-
Notifications
You must be signed in to change notification settings - Fork 115
Practical Examples Using Cpp
Practical examples with a large-scale dataset for two types of primary NGT graphs (ANNG, ONNG) are described.
First, to describe how to search large-scale datasets, an NGT dataset needs to be generated. Download the fastText dataset as follows.
curl -O https://dl.fbaipublicfiles.com/fasttext/vectors-english/wiki-news-300d-1M-subword.vec.zip
unzip wiki-news-300d-1M-subword.vec.zip
The dataset above should be converted to a format that our sample scripts can read by using the following python script.
# dataset.py
with open('wiki-news-300d-1M-subword.vec', 'r') as fi,\
open('objects.tsv', 'w') as fov, open('words.tsv', 'w') as fow:
n, dim = map(int, fi.readline().split())
fov.write('{0}\t{1}\n'.format(n, dim))
for line in fi:
tokens = line.rstrip().split(' ')
fow.write(tokens[0] + '\n')
fov.write('{0}\n'.format('\t'.join(tokens[1:])))

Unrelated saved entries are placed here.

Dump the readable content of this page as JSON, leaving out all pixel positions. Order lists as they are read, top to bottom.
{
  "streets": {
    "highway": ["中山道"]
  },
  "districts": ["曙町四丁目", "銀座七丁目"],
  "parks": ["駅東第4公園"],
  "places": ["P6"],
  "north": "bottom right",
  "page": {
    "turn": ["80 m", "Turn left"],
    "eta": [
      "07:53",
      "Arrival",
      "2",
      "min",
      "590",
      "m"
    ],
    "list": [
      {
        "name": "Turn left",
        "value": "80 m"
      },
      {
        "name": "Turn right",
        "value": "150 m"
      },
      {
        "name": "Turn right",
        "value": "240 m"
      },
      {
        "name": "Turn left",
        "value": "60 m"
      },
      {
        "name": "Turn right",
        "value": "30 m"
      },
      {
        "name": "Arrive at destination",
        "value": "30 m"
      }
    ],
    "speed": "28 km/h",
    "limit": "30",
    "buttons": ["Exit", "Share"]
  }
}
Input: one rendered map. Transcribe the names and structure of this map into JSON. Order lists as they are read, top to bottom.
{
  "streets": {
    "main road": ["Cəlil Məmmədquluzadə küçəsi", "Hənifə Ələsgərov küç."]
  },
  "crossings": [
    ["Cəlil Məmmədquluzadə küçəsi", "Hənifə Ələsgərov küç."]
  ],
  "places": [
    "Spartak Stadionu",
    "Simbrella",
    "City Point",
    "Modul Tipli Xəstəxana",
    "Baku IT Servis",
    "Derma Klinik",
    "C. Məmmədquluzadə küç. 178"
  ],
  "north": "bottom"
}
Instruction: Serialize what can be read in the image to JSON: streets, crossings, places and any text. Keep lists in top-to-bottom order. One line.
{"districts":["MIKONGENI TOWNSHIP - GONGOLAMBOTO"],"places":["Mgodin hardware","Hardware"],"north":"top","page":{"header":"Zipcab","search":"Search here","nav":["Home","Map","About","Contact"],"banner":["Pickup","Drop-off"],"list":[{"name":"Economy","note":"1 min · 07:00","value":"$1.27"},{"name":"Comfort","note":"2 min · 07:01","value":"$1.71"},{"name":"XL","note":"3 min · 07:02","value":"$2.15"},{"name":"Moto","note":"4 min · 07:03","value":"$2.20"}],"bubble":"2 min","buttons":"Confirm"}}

Below is an example of how to construct an ANNG with cosine similarity for metric space.
#include "NGT/Index.h"
using namespace std;
int main(int argc, char **argv)
{
ifstream is("objects.tsv");
string line;
getline(is, line);
stringstream linestream(line);
NGT::Property property;
size_t n;
linestream >> n;
linestream >> property.dimension;
property.objectType = NGT::ObjectSpace::ObjectType::Float;
property.distanceType = NGT::Index::Property::DistanceType::DistanceTypeCosine;
NGT::Index index(property);
while (getline(is, line)) {
stringstream linestream(line);
vector<float> object;
while (!linestream.eof()) {
float value;
linestream >> value;
object.push_back(value);
}
index.append(object);
}
index.createIndex(16); // 16 is the number of threads to construct.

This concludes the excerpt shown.